Spirit & Truth # 261
By Greg Smith
Athletes wear mouth guards to protect against anything that might go into their mouth—a ball, a foot, or the ground. In the spiritual life, we need mouth guards as well, not to protect us from what might go into the mouth, but from what might come out. Jesus said, “What goes into a man's mouth does not make him 'unclean,' but what comes out of his mouth, that is what makes him 'unclean (Matthew 15:11).'" A spiritual mouth guard protects not against violence to the mouth, but against violence from the mouth.
In Psalm 141:1-4a, King David “O Lord, I call to you; come quickly to me. Hear my voice when I call to you. May my prayer be set before you like incense; may the lifting up of my hands be like the evening sacrifice. Set a guard over my mouth, O Lord; keep watch over the door of my lips. Let not my heart be drawn to what is evil.”
Yesterday, I had to make a difficult phone call to someone I’ve known for twenty years. Without getting into the details, I’ll just say that I had to tell the person that his actions toward my family were unacceptable, and that even though he called himself our friend, he didn’t fit into that category in my mind. I had to ask him to cut off all contact from us—permanently. I have to admit that I was angry when I spoke to him on the phone.
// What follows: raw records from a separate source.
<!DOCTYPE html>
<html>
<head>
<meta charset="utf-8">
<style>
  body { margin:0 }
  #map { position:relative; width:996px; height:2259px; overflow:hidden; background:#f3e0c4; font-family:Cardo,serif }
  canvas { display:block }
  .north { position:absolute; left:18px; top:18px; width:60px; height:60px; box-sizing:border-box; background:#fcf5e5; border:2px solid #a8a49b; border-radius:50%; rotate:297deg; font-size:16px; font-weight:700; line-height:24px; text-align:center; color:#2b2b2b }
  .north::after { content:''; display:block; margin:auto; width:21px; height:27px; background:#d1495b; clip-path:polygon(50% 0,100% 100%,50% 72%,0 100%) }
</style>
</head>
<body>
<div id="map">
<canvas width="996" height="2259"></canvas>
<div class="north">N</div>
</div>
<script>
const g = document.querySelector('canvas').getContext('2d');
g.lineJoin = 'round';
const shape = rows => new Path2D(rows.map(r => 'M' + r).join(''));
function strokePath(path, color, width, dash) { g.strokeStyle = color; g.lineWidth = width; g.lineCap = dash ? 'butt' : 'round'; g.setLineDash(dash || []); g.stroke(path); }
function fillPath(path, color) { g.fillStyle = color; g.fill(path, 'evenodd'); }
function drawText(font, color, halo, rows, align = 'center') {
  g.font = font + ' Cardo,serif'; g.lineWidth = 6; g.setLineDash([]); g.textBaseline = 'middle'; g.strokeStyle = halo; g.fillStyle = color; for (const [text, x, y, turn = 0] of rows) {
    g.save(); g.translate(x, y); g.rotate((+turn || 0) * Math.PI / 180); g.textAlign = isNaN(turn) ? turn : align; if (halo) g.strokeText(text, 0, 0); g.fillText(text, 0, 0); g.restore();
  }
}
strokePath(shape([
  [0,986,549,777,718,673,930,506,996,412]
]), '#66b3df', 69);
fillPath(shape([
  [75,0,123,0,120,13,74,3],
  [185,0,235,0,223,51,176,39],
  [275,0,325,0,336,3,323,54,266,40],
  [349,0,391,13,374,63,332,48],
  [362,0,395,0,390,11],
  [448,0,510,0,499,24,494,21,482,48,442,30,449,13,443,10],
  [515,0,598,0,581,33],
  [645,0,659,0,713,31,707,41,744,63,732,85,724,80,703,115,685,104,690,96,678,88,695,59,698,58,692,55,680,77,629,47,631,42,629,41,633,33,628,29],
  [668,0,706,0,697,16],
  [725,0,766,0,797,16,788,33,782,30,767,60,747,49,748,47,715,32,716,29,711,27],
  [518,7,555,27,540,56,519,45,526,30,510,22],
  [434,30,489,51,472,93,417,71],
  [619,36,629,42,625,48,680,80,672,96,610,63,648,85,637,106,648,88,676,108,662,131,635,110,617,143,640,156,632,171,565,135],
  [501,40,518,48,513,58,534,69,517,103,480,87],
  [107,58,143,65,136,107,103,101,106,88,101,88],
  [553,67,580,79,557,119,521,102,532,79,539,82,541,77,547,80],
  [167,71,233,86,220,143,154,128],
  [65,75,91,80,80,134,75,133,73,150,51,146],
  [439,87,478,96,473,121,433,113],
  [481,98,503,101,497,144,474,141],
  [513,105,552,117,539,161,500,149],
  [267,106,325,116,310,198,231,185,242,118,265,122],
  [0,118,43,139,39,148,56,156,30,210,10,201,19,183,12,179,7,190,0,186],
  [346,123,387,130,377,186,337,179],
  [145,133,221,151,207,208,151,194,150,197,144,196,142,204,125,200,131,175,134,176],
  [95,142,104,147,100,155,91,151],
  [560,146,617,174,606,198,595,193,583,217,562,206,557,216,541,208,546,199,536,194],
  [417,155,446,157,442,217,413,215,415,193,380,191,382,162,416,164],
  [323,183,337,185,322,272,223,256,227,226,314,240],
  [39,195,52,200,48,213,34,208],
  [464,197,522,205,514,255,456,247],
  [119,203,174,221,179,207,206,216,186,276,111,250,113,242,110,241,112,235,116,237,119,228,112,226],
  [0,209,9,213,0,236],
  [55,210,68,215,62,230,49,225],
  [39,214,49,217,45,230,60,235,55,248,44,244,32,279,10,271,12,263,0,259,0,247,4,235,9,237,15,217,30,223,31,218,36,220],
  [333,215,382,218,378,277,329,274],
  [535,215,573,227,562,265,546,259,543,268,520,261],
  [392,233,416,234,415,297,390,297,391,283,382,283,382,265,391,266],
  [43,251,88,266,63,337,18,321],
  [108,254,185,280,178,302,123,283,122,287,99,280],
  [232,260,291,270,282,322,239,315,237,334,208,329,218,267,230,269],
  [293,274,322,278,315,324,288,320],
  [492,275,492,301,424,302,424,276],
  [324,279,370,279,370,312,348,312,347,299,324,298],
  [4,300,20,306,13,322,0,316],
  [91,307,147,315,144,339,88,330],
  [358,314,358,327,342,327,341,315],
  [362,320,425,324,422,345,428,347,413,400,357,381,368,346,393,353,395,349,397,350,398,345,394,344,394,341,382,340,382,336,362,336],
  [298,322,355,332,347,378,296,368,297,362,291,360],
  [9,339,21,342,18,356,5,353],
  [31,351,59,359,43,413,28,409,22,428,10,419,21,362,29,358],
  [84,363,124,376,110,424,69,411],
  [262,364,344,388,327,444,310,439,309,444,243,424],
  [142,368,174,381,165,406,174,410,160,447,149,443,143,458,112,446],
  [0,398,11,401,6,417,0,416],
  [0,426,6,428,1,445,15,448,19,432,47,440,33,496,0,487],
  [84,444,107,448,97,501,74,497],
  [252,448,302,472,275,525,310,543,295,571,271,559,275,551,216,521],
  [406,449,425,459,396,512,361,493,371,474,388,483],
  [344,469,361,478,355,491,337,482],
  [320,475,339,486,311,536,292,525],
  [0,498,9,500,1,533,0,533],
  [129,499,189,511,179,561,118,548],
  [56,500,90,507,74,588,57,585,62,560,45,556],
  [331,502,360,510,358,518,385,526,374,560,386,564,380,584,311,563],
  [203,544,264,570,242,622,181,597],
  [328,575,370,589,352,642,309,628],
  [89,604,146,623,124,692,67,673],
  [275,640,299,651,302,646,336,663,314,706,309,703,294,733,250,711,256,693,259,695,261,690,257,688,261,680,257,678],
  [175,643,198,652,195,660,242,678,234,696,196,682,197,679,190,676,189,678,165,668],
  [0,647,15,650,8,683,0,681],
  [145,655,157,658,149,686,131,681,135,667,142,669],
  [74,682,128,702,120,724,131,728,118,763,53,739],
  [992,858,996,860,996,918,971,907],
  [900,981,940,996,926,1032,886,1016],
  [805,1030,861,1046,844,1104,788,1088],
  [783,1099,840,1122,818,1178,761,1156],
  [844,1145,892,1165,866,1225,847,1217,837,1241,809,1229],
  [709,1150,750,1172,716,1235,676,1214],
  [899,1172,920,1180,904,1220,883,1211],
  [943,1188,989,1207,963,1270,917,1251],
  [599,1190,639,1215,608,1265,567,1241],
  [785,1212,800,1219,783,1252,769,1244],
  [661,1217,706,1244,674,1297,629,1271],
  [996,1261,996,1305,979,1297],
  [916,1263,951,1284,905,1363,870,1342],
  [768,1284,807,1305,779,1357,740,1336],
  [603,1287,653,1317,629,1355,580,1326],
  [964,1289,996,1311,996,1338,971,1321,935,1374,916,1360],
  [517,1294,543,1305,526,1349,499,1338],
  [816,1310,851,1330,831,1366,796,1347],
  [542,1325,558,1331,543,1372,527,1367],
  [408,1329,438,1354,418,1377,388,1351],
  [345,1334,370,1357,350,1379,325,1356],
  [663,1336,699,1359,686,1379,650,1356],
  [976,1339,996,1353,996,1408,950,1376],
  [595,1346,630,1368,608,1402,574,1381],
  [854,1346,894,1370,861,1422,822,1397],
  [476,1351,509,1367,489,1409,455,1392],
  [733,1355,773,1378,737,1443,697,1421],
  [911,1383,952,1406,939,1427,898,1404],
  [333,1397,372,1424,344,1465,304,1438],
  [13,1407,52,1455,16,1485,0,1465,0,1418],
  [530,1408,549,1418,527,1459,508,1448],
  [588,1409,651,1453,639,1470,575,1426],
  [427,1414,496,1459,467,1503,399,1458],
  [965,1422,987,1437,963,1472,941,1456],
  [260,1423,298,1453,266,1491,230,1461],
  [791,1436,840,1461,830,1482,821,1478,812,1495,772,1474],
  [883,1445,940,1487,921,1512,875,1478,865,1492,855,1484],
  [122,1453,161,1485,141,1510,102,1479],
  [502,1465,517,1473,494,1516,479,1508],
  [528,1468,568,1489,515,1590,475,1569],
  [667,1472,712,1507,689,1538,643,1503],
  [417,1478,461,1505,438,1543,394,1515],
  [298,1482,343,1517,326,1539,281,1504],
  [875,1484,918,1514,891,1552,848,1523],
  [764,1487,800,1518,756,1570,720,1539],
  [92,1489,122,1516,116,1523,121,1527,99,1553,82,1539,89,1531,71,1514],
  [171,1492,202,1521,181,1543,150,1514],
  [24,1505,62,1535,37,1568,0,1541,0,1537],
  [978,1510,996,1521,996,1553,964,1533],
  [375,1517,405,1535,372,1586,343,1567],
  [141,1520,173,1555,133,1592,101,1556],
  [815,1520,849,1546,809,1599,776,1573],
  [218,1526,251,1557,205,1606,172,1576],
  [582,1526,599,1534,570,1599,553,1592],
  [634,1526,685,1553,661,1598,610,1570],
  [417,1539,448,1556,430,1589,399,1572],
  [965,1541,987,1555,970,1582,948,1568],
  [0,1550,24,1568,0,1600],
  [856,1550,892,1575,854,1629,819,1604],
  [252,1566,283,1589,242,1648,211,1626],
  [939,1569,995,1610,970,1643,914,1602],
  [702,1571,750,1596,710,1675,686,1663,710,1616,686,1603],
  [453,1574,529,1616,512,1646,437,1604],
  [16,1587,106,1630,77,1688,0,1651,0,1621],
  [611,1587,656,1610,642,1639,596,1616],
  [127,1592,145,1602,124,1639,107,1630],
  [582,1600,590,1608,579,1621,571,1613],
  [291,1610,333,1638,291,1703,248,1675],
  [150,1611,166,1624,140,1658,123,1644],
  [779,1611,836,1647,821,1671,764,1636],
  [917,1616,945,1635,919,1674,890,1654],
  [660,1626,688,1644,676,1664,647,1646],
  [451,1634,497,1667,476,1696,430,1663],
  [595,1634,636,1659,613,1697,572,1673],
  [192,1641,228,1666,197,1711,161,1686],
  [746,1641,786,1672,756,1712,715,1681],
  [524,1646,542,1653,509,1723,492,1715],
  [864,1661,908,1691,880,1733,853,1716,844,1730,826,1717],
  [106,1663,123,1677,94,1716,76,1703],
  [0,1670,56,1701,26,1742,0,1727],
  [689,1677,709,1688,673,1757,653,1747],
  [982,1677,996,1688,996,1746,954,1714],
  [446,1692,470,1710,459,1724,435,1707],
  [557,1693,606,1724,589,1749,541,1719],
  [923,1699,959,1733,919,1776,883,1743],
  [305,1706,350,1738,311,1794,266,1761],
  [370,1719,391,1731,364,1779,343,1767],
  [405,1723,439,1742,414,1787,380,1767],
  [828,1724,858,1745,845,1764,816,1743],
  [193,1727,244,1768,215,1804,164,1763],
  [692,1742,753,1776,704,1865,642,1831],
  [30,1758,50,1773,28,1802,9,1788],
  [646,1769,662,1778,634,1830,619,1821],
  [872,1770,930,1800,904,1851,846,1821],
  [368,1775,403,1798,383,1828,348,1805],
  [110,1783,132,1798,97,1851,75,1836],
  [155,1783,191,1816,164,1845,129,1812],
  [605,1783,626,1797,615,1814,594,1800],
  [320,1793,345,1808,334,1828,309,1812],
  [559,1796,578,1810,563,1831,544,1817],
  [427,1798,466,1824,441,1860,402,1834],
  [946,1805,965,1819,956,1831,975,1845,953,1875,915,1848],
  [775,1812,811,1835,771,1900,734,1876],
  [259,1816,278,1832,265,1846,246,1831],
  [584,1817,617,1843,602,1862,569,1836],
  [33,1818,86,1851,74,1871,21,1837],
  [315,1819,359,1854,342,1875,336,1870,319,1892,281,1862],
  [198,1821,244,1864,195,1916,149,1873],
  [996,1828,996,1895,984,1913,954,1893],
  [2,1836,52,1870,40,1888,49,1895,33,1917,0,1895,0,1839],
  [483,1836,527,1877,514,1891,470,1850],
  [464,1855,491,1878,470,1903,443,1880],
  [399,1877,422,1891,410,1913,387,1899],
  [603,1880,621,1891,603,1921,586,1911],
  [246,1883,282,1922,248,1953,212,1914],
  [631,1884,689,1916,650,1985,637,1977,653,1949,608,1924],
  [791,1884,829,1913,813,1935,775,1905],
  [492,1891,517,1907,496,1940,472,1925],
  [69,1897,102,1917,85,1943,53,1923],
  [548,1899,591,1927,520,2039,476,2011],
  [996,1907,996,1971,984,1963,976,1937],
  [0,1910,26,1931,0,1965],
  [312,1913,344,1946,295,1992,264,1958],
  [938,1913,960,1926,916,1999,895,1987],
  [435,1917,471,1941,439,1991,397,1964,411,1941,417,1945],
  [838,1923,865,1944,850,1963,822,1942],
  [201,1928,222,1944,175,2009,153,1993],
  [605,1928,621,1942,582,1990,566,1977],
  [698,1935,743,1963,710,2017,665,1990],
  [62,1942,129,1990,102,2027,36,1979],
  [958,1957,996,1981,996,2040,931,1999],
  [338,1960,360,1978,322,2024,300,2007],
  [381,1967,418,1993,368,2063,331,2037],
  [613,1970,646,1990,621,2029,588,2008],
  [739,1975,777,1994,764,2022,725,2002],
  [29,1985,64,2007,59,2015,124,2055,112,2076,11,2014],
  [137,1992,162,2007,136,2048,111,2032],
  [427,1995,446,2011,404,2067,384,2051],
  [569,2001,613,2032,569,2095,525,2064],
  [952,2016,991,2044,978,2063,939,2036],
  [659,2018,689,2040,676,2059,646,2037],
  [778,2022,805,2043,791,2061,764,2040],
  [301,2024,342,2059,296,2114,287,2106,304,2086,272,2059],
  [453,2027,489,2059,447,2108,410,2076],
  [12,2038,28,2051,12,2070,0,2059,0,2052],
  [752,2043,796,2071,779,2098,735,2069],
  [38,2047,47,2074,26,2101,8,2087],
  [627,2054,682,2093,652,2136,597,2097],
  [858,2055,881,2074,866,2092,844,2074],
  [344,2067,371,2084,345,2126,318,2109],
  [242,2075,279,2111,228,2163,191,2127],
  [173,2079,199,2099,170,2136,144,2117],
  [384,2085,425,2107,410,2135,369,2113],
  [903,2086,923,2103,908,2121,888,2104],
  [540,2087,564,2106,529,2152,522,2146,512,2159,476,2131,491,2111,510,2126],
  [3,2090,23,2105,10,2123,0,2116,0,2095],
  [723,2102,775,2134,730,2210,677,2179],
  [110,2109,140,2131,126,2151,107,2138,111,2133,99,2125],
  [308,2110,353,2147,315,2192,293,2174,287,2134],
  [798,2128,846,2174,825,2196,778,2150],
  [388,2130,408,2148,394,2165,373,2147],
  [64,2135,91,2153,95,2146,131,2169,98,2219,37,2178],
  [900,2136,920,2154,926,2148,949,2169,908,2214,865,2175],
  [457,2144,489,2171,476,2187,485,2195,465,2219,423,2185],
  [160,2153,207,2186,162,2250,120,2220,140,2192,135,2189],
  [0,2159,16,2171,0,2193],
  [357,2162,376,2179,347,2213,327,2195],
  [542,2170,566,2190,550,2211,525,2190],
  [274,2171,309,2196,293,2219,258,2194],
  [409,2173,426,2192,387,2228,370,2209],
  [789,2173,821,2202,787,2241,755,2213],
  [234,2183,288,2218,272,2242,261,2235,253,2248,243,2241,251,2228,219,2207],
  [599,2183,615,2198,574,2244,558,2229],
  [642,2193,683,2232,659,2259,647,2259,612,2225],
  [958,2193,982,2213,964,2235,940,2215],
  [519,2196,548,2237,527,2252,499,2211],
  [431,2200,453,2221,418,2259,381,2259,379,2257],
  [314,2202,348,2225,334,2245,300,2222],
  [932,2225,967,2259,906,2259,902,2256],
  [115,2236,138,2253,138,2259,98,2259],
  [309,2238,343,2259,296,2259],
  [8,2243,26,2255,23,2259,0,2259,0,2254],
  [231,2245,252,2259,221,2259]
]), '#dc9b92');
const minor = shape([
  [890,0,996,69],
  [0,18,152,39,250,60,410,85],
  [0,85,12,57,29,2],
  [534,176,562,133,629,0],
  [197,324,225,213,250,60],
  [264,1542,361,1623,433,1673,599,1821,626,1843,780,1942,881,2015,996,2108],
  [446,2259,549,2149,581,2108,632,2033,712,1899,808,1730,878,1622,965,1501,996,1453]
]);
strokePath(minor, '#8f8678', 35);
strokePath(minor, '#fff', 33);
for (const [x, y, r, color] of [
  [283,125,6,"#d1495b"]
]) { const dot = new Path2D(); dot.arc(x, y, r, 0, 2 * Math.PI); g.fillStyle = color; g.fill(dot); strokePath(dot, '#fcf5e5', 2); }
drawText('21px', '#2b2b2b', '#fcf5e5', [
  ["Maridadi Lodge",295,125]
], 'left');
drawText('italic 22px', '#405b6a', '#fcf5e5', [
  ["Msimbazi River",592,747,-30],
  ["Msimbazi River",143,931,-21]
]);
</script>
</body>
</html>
The man on the other end of the line was stunned at my anger. “But you’re a minister!” he said. Personally, I was amazed that he thought a minister shouldn’t ever be angry. Ephesians 4:26 says that it’s all right to be angry at times. “Be angry, and yet do not sin,” it says. I found that by keeping a guard on my mouth, I allowed myself to be angry, and yet not cross the line into sin.
“Ephesians 4:26 also says, “Do not let the sun go down on your anger.” After that difficult conversation at 11:00 at night, I was exhausted—but I didn’t want to go to bed. I didn’t want to carry those negative emotions with me into dreamland. So I put on an old comedy TV show and laughed and laughed until I felt better. When you’re angry, don’t sin. When you’re angry, don’t hold onto it. Be angry—it’s okay to be angry—but let it go quickly. Don’t carry it with you into the next day.
This past Sunday I shared with my church Jesus’ words to his enemies the Pharisees in John 8:26. “I have much to say about you and much to condemn, but I won’t. For I say only what I have heard from the one who sent me, and he is completely truthful.” Jesus showed us that just because you’re thinking something, that doesn’t mean you have to say it. You can keep it to yourself, especially if you know if would be sinful to say. It’s all right to be angry—but don’t sin. When you’re angry, do what David did. Cry out to God. Pray. Ask the Lord to set a guard over your lips, that you might not be drawn to evil.